State the number of lines in the material below that contain the word "McWhirter", without any other text.
■ ■ ■ ■ ■ ■ ■
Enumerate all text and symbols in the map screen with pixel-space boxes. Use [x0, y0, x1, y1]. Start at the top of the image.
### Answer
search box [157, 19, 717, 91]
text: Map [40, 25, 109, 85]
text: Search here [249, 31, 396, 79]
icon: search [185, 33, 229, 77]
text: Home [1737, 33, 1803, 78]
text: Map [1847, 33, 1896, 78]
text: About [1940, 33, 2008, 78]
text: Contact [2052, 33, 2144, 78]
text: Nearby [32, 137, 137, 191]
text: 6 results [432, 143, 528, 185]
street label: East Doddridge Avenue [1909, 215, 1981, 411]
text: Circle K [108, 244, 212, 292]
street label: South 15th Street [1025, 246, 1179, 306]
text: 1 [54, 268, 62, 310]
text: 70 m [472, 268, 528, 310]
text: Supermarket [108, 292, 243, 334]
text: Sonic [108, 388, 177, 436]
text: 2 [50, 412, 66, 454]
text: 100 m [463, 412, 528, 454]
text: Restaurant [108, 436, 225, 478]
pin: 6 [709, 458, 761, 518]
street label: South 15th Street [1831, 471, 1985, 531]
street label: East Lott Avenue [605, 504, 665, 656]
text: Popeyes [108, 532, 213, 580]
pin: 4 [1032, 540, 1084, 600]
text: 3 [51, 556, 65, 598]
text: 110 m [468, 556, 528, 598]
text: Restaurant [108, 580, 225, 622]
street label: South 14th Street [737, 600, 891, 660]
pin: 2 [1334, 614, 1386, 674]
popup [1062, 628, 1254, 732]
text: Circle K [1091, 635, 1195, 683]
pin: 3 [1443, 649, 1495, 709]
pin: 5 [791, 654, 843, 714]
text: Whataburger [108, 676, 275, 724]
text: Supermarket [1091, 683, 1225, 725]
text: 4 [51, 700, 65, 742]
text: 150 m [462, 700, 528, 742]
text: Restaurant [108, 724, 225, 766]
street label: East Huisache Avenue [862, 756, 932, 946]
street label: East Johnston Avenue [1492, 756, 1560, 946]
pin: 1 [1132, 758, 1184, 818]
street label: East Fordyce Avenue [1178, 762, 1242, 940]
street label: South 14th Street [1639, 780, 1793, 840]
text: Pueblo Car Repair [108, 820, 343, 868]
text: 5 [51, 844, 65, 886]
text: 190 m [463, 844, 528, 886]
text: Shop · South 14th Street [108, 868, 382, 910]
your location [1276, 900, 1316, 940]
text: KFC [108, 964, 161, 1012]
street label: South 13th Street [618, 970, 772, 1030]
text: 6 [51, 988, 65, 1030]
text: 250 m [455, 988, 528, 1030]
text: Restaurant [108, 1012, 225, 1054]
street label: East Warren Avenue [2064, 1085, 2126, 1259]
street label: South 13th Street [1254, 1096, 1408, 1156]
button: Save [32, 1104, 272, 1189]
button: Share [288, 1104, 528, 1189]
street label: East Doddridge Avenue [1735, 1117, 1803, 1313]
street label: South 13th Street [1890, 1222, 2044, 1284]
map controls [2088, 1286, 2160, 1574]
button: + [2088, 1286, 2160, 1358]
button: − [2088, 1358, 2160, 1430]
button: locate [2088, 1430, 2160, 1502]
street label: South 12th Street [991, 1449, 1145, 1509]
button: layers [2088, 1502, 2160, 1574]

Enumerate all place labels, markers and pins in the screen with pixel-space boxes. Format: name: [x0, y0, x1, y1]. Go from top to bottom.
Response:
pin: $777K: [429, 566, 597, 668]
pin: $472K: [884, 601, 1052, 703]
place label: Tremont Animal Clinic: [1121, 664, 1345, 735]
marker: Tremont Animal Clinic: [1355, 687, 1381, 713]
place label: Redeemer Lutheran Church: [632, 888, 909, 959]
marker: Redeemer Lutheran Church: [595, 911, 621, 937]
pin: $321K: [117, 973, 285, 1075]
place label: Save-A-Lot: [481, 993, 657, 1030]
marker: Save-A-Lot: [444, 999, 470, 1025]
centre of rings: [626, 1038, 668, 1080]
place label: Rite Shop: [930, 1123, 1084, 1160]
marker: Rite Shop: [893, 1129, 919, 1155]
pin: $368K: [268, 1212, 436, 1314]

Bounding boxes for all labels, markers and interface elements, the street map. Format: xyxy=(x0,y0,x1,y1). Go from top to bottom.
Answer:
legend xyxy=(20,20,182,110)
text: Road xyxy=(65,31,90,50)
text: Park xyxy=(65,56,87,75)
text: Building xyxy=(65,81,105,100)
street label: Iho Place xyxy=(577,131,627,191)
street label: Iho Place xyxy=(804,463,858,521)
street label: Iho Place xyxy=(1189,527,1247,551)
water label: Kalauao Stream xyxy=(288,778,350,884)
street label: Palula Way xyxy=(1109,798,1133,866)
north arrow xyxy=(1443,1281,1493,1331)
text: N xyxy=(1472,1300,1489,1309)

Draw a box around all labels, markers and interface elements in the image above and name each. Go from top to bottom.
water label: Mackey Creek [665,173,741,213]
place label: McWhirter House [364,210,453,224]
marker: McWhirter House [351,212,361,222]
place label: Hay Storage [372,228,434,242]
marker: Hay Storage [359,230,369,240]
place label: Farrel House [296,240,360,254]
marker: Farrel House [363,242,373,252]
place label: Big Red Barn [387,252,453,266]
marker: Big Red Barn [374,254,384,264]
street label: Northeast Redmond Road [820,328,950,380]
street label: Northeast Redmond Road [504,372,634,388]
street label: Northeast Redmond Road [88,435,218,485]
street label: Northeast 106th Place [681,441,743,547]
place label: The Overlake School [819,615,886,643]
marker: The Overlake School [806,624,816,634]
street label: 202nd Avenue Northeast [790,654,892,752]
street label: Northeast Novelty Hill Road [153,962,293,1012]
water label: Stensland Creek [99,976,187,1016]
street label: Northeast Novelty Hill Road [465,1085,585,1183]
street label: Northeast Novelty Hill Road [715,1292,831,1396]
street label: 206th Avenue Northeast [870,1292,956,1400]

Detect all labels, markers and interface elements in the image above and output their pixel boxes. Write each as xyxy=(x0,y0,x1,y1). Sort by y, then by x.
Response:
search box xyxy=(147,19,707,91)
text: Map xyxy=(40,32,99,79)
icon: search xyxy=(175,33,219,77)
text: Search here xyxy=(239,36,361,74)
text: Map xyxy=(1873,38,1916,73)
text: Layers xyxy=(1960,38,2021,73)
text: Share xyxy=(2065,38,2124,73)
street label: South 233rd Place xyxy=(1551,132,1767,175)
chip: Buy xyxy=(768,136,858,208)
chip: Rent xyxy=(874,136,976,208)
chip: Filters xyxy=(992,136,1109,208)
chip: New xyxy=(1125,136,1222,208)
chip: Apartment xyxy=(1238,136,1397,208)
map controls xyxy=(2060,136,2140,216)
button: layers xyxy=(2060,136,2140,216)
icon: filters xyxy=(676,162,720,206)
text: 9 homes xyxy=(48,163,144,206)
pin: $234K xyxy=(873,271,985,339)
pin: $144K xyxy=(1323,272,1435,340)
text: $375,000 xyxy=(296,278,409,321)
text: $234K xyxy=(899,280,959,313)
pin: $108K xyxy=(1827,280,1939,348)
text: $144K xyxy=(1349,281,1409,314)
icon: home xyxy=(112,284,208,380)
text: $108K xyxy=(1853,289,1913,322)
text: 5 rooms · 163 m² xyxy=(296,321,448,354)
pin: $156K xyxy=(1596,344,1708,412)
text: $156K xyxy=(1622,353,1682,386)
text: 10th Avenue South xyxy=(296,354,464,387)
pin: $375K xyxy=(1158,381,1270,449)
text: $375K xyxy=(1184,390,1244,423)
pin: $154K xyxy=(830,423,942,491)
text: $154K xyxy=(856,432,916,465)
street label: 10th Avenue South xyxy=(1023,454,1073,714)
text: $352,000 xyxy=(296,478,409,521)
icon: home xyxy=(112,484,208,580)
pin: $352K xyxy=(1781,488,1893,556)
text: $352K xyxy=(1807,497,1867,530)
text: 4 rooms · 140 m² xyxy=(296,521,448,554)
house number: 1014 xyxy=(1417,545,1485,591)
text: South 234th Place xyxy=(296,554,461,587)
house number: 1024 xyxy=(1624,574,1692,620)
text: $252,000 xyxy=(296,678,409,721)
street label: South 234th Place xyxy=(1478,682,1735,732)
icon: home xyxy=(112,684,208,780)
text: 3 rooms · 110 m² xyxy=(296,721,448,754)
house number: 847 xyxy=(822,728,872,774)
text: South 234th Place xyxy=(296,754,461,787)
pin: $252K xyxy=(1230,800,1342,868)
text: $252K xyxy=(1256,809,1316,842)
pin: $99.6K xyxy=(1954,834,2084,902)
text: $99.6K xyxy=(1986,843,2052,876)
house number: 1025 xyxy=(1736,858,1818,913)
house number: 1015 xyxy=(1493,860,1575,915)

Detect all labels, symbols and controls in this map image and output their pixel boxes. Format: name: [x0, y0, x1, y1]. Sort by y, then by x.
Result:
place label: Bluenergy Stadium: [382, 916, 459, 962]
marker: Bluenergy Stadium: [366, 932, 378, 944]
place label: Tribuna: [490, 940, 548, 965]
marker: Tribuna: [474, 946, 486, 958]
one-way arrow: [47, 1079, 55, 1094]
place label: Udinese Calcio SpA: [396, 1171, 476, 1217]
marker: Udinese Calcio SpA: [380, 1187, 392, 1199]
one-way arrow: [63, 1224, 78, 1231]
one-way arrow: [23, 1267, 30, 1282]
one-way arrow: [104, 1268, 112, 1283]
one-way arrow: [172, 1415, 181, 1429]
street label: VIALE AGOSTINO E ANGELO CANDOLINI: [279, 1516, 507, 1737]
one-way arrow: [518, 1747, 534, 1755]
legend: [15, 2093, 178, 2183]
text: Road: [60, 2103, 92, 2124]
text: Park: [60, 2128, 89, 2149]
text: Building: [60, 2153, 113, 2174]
■ ■ ■ ■ ■ ■ ■
== SOLVED PROBLEM ==
2